Une saga multiforme. Paysans, ouvriers, officiers, artistes... Les personnages anonymes qui ont participé de cette Histoire se retrouvent en filigrane dans la trilogie romanesque sur laquelle Mircea Cărtărescu travaille actuellement. En filigrane, car le vrai sujet de cette œuvre est ailleurs. Commencée avec Orbitor, paru aux éditions Denoël en 1999, cette plongée métaphysique et poétique à travers le temps et l'espace se poursuit avec L'œil en feu qui vient de paraître chez le même éditeur. « Mon roman porte sur l'identité. Le sujet en est moi-même, Bucarest, le monde», affirme l'auteur, un brin mégalomaniaque. « C'est le monde tel que je l'ai vécu.» De Bucarest, dont il est originaire, il donne à découvrir les rues, les tramways, les immeubles et leurs transformations. Du monde, il nous offre la Nouvelle-Orléans, Amsterdam, et bien d'autres univers, mêlant rêves, réalité, légendes et superstitions.

Mircea, personnage principal de ce roman-fleuve, nous livre son enfance, son adolescence, en faisant des détours par la genèse de l'histoire familiale : autant de « tableaux entreposés en vrac dans la pinacothèque grise de [sa] mémoire.» Inhérents à ce parcours, les nombreux essais philosophiques qui jalonnent les pages constituent sans doute ce qui laisse les sentiments les plus prégnants chez le lecteur. Lorsqu'on interroge ceux qui l'ont lu, on trouve les même mots dans leur bouche : « une fois qu'on a plongé dans cet univers, extrêmement poétique, on ne veut plus en sortir.» L'auteur prend un plaisir non-dissimulé à évoquer cette singularité qui fait sa poésie : « la poésie relève du monde naturel, c'est pourquoi j'utilise un vocabulaire scientifique. Selon moi, la plus belle poésie, ce n'est pas celle de Baudelaire, c'est la phylogénie. Savourant l’effet obtenu, il précise le terme : le développement de l'embryon humain passe par toutes les étapes de développement des espèces depuis des millénaires».

Cette œuvre philosophique, scientifique et littéraire impressionne d'autant plus qu'elle se construit de manière aveugle, l'auteur assurant qu’il ne sait pas lui-même ce que la page suivante lui réserve.

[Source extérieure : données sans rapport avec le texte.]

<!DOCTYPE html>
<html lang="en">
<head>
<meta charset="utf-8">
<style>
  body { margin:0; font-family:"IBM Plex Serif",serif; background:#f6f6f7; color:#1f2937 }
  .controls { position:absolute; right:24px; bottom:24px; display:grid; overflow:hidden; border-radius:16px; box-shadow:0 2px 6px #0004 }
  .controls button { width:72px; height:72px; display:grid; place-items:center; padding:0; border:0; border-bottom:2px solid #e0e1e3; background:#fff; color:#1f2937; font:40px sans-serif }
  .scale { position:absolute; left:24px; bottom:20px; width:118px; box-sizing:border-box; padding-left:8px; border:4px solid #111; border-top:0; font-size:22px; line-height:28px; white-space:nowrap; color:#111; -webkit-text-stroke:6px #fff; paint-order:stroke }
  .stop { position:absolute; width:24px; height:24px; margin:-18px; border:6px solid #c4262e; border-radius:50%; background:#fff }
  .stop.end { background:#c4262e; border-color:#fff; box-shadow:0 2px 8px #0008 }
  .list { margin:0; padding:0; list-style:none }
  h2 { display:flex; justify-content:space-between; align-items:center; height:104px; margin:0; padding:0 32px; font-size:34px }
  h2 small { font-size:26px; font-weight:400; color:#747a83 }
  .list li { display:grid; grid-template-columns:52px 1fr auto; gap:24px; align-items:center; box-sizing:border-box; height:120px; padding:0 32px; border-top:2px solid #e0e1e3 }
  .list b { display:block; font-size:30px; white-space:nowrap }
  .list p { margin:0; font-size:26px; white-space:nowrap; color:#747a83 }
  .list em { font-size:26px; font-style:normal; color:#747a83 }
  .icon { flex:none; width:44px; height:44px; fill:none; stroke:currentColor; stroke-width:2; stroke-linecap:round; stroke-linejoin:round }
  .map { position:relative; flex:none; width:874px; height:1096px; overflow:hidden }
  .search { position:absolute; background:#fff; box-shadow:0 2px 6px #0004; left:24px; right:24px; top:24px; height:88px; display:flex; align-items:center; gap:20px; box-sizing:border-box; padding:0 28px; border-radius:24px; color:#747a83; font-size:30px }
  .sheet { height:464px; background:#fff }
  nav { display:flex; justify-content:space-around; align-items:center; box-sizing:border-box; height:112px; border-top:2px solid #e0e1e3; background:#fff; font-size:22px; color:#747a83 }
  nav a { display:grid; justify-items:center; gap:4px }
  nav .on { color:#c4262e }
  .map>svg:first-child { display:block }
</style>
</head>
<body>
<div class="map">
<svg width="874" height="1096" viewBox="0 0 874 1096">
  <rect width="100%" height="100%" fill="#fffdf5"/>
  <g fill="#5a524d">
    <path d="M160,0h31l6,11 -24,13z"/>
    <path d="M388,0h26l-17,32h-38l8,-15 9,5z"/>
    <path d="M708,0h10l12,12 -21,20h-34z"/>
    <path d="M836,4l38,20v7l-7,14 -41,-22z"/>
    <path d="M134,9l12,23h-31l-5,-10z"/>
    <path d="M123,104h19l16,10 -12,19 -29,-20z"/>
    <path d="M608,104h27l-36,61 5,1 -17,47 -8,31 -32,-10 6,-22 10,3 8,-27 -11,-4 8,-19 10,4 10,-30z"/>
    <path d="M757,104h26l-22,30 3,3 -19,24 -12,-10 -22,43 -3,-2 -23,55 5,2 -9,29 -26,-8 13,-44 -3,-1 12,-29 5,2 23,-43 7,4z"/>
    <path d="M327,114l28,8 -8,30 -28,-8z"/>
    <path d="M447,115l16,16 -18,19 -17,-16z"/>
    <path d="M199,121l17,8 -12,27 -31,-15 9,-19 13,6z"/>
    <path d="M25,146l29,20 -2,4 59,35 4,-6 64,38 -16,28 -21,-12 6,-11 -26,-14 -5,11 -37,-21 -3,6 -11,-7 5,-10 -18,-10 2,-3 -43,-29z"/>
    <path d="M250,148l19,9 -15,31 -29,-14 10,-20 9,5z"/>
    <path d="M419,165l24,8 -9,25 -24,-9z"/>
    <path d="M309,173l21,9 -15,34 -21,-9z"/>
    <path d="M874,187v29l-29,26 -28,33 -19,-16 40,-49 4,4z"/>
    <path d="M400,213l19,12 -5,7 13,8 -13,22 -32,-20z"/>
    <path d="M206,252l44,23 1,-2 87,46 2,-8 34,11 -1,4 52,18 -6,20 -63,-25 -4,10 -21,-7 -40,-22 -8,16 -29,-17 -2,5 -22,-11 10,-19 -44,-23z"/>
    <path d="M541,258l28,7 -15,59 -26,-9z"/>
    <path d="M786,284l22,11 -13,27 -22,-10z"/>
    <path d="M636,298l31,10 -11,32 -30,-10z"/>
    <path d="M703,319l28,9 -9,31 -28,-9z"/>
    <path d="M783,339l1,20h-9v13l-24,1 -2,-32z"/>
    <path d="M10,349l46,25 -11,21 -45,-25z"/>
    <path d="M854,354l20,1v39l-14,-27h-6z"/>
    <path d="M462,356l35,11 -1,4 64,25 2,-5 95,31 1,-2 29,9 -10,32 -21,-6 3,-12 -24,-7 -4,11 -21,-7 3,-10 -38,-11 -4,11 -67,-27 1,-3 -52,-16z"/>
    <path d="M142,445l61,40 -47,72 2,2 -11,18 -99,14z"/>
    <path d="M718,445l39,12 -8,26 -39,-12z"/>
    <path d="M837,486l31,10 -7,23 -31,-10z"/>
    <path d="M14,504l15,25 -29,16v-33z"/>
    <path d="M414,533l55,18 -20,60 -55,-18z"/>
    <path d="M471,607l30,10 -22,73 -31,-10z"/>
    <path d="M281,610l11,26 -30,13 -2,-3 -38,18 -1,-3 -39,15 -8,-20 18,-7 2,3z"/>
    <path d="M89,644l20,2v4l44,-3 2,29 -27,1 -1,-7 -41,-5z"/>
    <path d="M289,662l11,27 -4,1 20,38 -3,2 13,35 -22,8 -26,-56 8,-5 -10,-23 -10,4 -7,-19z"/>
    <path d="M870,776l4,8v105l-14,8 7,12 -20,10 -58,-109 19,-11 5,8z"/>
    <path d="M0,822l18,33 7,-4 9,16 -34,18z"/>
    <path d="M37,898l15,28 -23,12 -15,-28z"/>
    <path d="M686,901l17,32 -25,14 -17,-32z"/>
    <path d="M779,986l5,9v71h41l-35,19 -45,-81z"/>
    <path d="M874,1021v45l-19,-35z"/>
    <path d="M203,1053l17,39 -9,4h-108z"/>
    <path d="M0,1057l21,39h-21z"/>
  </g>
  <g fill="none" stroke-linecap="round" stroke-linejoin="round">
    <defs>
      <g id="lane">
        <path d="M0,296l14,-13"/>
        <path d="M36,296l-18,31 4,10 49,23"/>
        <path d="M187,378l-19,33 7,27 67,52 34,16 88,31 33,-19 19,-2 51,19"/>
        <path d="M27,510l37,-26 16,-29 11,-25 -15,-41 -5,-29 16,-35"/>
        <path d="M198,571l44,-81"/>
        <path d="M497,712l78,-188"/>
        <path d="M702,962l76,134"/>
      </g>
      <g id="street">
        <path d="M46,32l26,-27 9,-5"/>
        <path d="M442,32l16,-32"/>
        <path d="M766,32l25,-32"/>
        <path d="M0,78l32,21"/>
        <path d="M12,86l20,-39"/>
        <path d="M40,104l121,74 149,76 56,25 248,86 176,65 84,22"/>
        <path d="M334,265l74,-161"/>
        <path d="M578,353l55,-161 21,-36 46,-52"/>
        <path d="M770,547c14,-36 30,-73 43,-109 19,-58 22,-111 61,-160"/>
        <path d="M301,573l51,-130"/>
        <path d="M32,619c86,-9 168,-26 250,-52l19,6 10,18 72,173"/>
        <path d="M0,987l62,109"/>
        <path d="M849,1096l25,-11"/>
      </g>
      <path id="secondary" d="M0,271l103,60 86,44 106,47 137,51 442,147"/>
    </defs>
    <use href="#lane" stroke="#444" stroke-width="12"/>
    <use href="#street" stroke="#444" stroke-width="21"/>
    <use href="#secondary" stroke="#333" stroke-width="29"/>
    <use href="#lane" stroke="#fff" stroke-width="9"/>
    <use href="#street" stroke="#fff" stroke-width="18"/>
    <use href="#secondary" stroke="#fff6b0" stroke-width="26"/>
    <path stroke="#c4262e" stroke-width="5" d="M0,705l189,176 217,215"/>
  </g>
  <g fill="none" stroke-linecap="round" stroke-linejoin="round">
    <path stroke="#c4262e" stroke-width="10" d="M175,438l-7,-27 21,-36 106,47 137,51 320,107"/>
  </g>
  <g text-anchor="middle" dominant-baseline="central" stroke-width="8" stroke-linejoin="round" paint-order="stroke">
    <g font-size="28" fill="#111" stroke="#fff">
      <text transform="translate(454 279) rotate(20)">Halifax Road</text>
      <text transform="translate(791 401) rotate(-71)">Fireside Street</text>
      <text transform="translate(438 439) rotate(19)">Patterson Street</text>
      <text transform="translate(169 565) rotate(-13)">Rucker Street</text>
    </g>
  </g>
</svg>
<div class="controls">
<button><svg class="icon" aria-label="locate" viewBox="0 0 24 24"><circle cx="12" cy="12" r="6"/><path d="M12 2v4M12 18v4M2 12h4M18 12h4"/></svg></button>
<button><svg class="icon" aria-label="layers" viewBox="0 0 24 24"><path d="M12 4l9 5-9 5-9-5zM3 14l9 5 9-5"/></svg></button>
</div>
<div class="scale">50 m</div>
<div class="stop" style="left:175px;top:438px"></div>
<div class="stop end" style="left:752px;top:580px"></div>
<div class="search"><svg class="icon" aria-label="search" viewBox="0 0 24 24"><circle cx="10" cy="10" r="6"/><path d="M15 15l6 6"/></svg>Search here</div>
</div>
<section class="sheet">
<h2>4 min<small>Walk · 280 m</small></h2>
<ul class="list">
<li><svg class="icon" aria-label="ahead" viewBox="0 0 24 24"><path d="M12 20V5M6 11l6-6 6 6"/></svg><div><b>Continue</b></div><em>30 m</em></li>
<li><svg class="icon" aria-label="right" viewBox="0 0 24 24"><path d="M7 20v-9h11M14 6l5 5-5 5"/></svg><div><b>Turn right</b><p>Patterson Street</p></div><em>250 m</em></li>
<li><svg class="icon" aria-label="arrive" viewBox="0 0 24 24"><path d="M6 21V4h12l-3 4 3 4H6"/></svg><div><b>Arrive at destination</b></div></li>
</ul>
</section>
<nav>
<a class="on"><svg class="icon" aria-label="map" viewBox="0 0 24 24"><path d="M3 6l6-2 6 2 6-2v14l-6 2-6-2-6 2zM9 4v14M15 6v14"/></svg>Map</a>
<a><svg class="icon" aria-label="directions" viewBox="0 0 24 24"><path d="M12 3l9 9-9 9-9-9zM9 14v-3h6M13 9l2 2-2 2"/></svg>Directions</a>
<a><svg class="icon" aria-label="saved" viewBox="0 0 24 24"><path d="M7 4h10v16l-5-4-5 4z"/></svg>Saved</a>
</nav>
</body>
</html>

Sa puissance littéraire lui vaut d'être comparé à Borges par la critique et il enchaîne les prix littéraires depuis 1989. Le dernier en date récompensait en 2004 l’énorme succès en Roumanie de Pourquoi nous aimons les femmes, recueil de récits et d'articles rédigés dans l'édition roumaine de Elle. Cette notoriété lui permet aujourd'hui d'aider les auteurs qui débutent. Pas facile à l'heure où les bonnes critiques ne suffisent plus, car désormais, en Roumanie, il faut aussi savoir faire décoller les ventes.

Cécile Verdier

 

Né en 1956, Mircea Cartarescu vit à Bucarest où il enseigne la littérature. Poète et romancier, il apparaît comme l'un des auteurs majeurs de la littérature roumaine d'aujourd'hui.